Che lo sport sia anche una guerra combattuta dagli atleti anziché dai soldati lo sappiamo fin dal 1936 quando Adolf Hitler trasformò le Olimpiadi in un palco affacciato sulla potenza del Terzo Reich.

Lo show di Xi, gli autocrati e le bugie di regime

Che lo sport sia anche una guerra combattuta dagli atleti anziché dai soldati lo sappiamo fin dal 1936 quando Adolf Hitler trasformò le Olimpiadi in un palco affacciato sulla potenza del Terzo Reich. Caduto il Fuhrer toccò all'Unione Sovietica e agli alleati del Patto di Varsavia schierare plotoni di nuotatrici-virago pronte a dominare le vasche olimpiche a colpi di ormoni. Del resto anche le Olimpiadi di Roma del 1960 contribuirono, seppur più bonariamente, a mostrare il volto di un Italia pronta ad intraprendere la strada della rinascita dopo un difficile dopo guerra. In tema di paragoni però, i giochi invernali di Pechino ci riportano inevitabilmente alla Berlino del 1936.

Con una differenza sostanziale. Là, nonostante le persecuzioni fossero già incominciate, le deportazioni di massa e il genocidio degli ebrei dovevano ancora iniziare. A Pechino invece lo schermo dei cinque anelli, oltre a proiettare l'immagine di una Cina sempre più potente in campo economico e militare, nasconde anche un genocidio già avviato.
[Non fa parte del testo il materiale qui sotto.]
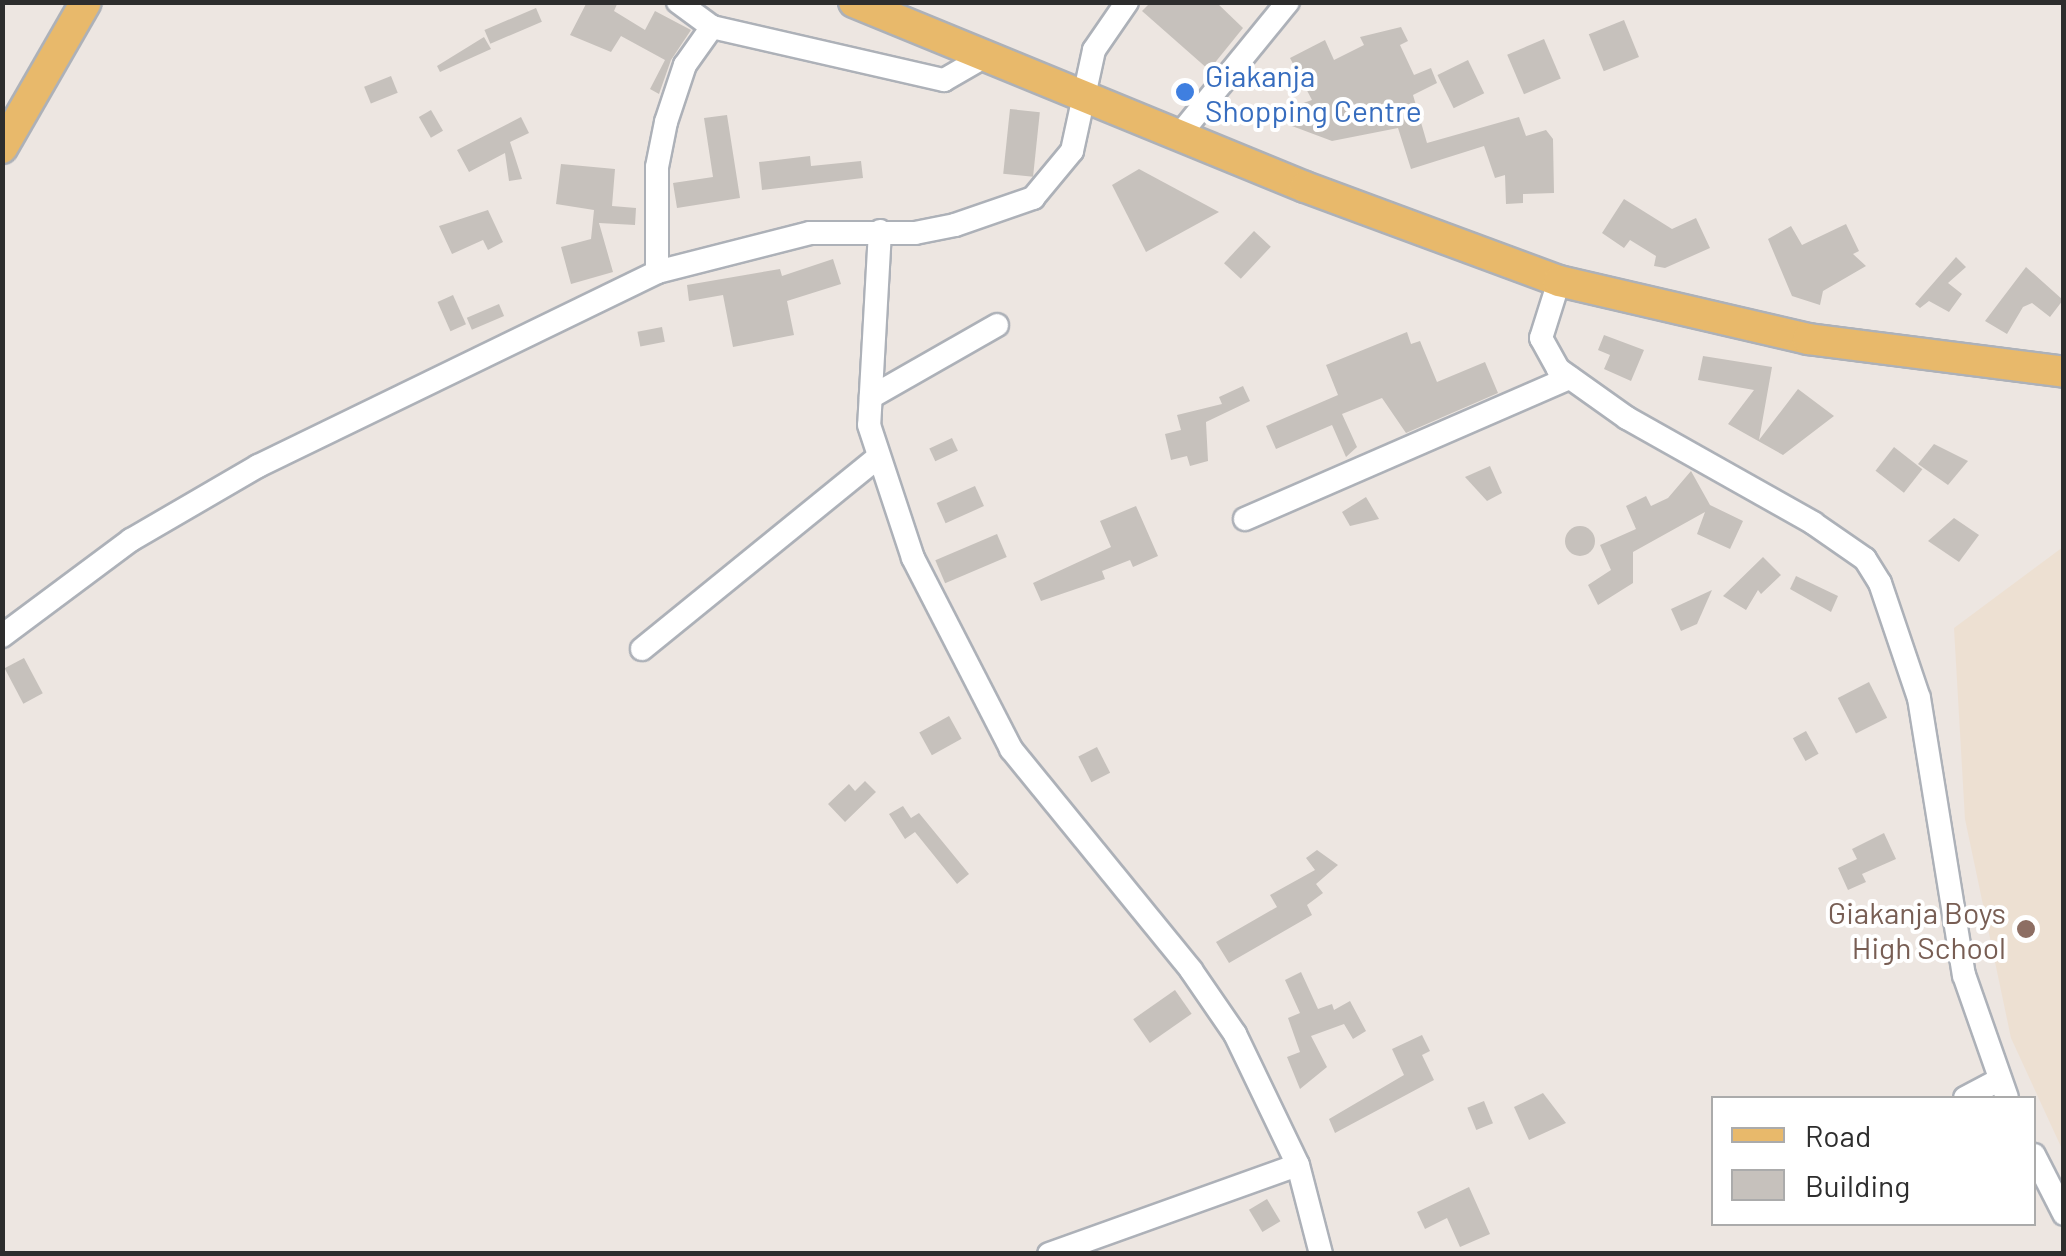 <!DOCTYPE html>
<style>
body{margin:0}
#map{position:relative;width:2066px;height:1256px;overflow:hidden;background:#ede6e1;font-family:Barlow,sans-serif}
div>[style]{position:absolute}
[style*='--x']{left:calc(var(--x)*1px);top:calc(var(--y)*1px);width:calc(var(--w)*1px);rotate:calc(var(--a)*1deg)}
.education>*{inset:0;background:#ede0d2}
.building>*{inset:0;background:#c6c1bc;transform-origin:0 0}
.round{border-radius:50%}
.roads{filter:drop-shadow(2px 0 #adb1b8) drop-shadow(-2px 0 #adb1b8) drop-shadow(0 2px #adb1b8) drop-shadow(0 -2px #adb1b8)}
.minor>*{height:22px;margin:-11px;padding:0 11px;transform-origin:11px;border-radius:11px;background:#fff}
.major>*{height:30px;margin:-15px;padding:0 15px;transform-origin:15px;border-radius:15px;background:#e8b96b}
.dots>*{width:28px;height:28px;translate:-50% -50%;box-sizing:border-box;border:5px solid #fff;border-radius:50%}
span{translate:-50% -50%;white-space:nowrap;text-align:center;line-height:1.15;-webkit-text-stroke:8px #fff;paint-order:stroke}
.shop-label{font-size:30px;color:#366cbe}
.left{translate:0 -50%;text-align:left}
.education-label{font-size:30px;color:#785e54}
.right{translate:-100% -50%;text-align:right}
.frame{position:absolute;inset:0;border:5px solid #2d2d2d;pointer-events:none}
.legend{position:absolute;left:1711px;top:1096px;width:325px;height:130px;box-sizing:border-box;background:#fff;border:2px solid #ababab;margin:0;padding:12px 18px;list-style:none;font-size:30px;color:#2d2d2d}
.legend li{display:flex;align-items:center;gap:20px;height:50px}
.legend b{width:50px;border:2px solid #ababab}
</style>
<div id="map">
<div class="education">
<div style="clip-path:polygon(2063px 547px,2063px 1151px,2011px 1038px,1965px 819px,1954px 628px)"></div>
</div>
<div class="building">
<div style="clip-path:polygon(587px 2px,618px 2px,614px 11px,645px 30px,655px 11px,691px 30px,671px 60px,659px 94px,650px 89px,665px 60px,621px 36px,611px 52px,570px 35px)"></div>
<div style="clip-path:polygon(1151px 2px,1216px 2px,1243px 28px,1209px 70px,1142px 11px)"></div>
<div style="left:536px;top:8px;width:15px;height:56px;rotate:67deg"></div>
<div style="left:1624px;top:20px;width:40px;height:38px;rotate:68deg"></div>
<div style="clip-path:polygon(1401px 27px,1408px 41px,1400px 45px,1414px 75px,1431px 68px,1437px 83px,1413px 95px,1427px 143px,1519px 117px,1526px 136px,1546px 130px,1553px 139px,1554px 193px,1523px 194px,1523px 203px,1506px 204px,1505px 175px,1495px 178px,1484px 146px,1411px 169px,1398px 128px,1332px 141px,1265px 116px,1312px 100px,1290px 58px,1325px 40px,1334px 60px,1364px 45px,1360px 37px)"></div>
<div style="clip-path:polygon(484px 37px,491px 49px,440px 72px,437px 66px)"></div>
<div style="left:1544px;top:39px;width:43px;height:40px;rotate:67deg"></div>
<div style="left:1468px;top:60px;width:37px;height:34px;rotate:64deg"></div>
<div style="left:391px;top:76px;width:18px;height:29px;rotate:68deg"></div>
<div style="left:1010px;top:109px;width:30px;height:65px;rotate:6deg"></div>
<div style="left:431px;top:110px;width:24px;height:14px;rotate:60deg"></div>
<div style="clip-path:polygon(727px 115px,740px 198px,677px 208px,673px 183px,713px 177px,704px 118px)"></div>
<div style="clip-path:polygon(521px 117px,529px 133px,510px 142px,522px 179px,509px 181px,505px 153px,469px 172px,457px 150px)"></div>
<div style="clip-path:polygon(810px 156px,811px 166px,861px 161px,863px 178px,762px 190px,759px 162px)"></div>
<div style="clip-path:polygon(561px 164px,615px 169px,612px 206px,636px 208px,635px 225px,599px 223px,613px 272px,571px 284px,561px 247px,591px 239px,594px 210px,556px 204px)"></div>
<div style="clip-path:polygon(1139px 169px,1219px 212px,1146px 252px,1112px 185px)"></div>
<div style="clip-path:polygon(1624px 199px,1672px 229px,1696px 218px,1710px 248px,1665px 268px,1654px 266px,1656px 256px,1630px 240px,1624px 248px,1602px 233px)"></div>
<div style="clip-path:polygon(488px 210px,503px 242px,488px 250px,483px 240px,452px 254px,439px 226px)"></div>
<div style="clip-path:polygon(1846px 224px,1859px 251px,1853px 254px,1866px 266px,1823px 291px,1820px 305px,1792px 296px,1768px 239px,1791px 226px,1802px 245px)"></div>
<div style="left:1254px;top:231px;width:23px;height:44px;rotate:43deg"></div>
<div style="clip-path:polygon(1956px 257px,1966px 267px,1948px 283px,1962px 294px,1949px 312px,1929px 301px,1920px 308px,1915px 304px)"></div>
<div style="clip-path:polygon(833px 259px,841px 284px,787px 301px,794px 335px,733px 347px,723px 295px,689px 301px,687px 285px,780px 269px,782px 276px)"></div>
<div style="clip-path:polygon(2026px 267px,2063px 300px,2050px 317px,2032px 303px,2023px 307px,2007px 334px,1985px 321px)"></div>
<div style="left:453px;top:295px;width:32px;height:17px;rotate:66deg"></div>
<div style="left:499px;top:304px;width:13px;height:35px;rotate:67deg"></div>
<div style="left:662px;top:327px;width:15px;height:25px;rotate:79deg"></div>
<div style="clip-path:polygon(1407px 332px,1411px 344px,1420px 341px,1437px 382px,1485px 362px,1498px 393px,1406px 433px,1382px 398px,1342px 414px,1357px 447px,1346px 457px,1332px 425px,1276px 449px,1266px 426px,1338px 395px,1326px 365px)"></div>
<div style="clip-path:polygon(1604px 335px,1644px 350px,1631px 381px,1604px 369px,1610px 355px,1598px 350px)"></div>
<div style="clip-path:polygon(1703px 356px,1772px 367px,1759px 440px,1798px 389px,1834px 416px,1783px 455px,1728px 424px,1754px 390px,1698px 380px)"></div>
<div style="clip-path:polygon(1243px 386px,1250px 401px,1206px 422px,1208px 461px,1190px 466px,1187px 456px,1171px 460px,1165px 434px,1181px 430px,1177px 415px,1222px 404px,1219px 397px)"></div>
<div style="left:952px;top:438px;width:14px;height:25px;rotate:65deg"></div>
<div style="clip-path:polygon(1934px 444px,1968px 461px,1948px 485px,1918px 464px)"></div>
<div style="left:1894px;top:447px;width:36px;height:30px;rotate:38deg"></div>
<div style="clip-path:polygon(1490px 466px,1502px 493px,1487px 501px,1465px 477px)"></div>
<div style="clip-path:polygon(1691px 471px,1710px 505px,1743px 521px,1730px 549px,1697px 534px,1705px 512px,1633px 552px,1633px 583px,1598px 605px,1588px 585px,1611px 570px,1600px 545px,1636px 529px,1626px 506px,1646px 496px,1651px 506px,1668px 498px)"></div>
<div style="left:975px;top:486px;width:22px;height:42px;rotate:66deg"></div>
<div style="clip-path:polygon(1366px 497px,1379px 519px,1350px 526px,1342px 512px)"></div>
<div style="clip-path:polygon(1136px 506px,1158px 556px,1133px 567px,1130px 560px,1102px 571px,1105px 579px,1041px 601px,1033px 583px,1111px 547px,1100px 521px)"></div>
<div style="clip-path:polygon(1954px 518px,1979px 535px,1959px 562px,1928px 541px)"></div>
<div class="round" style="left:1565px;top:526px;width:30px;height:30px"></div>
<div style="left:997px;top:534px;width:25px;height:67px;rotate:67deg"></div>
<div style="clip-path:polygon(1763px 557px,1781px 575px,1761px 594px,1758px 590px,1746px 610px,1723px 596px)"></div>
<div style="clip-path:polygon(1796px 576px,1838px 596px,1831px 612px,1790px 589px)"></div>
<div style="clip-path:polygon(1712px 590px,1697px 624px,1681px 631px,1671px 609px)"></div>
<div style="left:24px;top:658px;width:40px;height:22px;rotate:62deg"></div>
<div style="left:1869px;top:682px;width:40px;height:35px;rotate:63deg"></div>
<div style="left:949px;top:716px;width:26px;height:34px;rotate:61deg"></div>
<div style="left:1806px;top:731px;width:26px;height:15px;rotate:61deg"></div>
<div style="left:1097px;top:747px;width:29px;height:21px;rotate:63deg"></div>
<div style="clip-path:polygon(865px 781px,876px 792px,845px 822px,828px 804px,849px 784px,855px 791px)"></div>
<div style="clip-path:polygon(903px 806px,911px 818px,919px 813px,969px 874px,957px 884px,915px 832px,905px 839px,889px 814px)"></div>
<div style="clip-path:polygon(1884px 833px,1896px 859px,1862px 874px,1866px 882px,1848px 890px,1838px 868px,1857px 859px,1852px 849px)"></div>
<div style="clip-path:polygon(1317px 850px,1338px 865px,1316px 884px,1323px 893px,1307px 905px,1312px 915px,1229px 963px,1216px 942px,1277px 907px,1270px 895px,1315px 870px,1306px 858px)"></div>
<div style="clip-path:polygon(1301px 972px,1318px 1009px,1332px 1004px,1334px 1010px,1350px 1001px,1366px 1031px,1353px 1039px,1344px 1024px,1311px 1036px,1327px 1067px,1300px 1089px,1287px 1057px,1300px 1052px,1288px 1018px,1300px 1013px,1285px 980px)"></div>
<div style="left:1175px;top:990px;width:29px;height:51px;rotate:55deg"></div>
<div style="clip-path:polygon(1422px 1035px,1430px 1051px,1422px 1055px,1434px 1080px,1335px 1133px,1329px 1119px,1404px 1075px,1392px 1049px)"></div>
<div style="clip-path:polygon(1543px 1093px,1566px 1123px,1529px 1140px,1514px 1107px)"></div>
<div style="left:1484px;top:1101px;width:24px;height:18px;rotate:68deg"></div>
<div style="clip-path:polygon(1469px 1187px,1490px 1234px,1460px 1247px,1447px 1218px,1425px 1229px,1417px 1212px)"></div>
<div style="left:1267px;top:1199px;width:26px;height:21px;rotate:59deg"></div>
</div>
<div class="roads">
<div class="minor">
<div style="--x:678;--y:2;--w:42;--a:36.3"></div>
<div style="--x:1181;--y:133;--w:169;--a:-50.8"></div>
<div style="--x:880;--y:231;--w:194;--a:93.2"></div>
<div style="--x:869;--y:425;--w:140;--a:71.7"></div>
<div style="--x:913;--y:558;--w:215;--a:62.8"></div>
<div style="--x:1011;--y:749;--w:285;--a:50.8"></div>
<div style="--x:1191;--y:970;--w:78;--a:55.5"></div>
<div style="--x:1235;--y:1034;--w:145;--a:64.3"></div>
<div style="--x:1298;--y:1165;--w:92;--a:75.5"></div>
<div style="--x:657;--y:272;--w:105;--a:-90"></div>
<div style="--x:657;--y:167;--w:46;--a:-78.7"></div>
<div style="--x:666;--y:122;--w:60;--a:-71.6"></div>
<div style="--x:685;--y:65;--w:47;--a:-54.6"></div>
<div style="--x:712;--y:27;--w:238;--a:12.9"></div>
<div style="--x:944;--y:80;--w:46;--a:-29.9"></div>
<div style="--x:1559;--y:281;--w:60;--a:107.5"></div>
<div style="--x:1541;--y:338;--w:35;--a:61"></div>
<div style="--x:1558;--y:369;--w:85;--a:35.4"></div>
<div style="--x:1627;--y:418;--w:214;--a:29.4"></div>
<div style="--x:1813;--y:523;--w:63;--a:34.7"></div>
<div style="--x:1865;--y:559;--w:28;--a:58"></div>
<div style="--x:1880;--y:583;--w:121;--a:71.3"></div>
<div style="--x:1919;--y:698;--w:281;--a:80.8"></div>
<div style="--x:1964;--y:975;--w:130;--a:70.7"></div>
<div style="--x:871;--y:397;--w:145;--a:-29.7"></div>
<div style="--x:1245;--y:519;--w:354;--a:-23.5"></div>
<div style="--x:2;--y:636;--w:161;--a:-36.7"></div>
<div style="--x:131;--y:540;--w:147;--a:-30.2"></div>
<div style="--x:258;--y:466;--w:444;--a:-25.9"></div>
<div style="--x:657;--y:272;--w:158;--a:-14.3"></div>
<div style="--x:810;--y:233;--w:105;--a:0"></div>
<div style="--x:915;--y:233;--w:41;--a:-11.3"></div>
<div style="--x:955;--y:225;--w:83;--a:-19.1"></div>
<div style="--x:1033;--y:198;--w:61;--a:-50.3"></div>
<div style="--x:1072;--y:151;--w:103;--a:-77.7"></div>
<div style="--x:1094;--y:50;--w:58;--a:-55.5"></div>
<div style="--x:642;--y:649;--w:303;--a:-39.1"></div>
<div style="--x:1965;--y:1098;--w:38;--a:-28"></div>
<div style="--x:2034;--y:1155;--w:66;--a:63"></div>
<div style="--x:1049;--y:1254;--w:264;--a:-19.7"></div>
</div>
<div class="major">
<div style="--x:854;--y:2;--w:487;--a:22.3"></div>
<div style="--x:1305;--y:187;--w:271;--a:20.3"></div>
<div style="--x:1559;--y:281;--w:256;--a:13.1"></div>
<div style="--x:1808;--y:339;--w:258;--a:7.3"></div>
<div style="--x:2;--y:148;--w:168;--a:-60.1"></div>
</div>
</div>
<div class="dots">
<div style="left:1185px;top:92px;background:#3f7fe0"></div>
<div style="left:2026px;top:929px;background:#8d6e63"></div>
</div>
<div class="shop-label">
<span class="left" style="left:1205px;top:92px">Giakanja<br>Shopping Centre</span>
</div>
<div class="education-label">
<span class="right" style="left:2006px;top:929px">Giakanja Boys<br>High School</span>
</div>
<div class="frame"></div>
<ul class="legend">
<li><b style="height:12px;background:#e8b96b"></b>Road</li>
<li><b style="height:28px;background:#c6c1bc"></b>Building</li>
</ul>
</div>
La farsa dell'accensione del braciere olimpico affidata alla fondista uighura Diniger Ylamuijang punta a distogliere la vista dagli orrori dello Xinjiang dove, dal 2017 ad oggi, oltre un milione di musulmani sono stati deportati in campi di lavoro. Ma la repressione della minoranza uighura va di pari passo con la normalizzazione del Tibet dove una capillare colonizzazione ha trasformato in minoranza la popolazione originaria. Il tutto mentre continua l'irreggimentazione di Hong Kong dove il principio di «uno stato due sistemi», introdotto per garantire lo stato di diritto almeno fino al 2047, è stato cancellato a colpi di leggi speciali. Davanti allo schermo dei cinque anelli il regime cinese schiera invece gli alleati e gli amici chiamati a sancire, con Vladimir Putin in testa, la politica di contrapposizione all'Occidente. Una politica che è anche lotta per il controllo di energia e commerci. Perché se la sintonia con il presidente russo è sinonimo di alleanza strategica a livello planetario quella con il presidente egiziano Abdel Fattah el-Sissi, padrone di Suez, è simbolo della lotta per il controllo delle rotte commerciali. Dietro i posti d'onore riservati al principe ereditario saudita Mohammed bin Salman, all'omologo degli emirati Mohamed bin Zayed e all'emiro del Qatar Tamim bin Hamad Al Thani s'intravvede invece il tiro alla fune intrapreso per strappare all'Occidente le forniture di gas e petrolio. Ma non sono le uniche sfide.

Ogni stella sul medagliere simboleggerà anche le flotte di droni, portaerei e lanciamissili schierate dal presidente Xi Jinping per dominare il Pacifico.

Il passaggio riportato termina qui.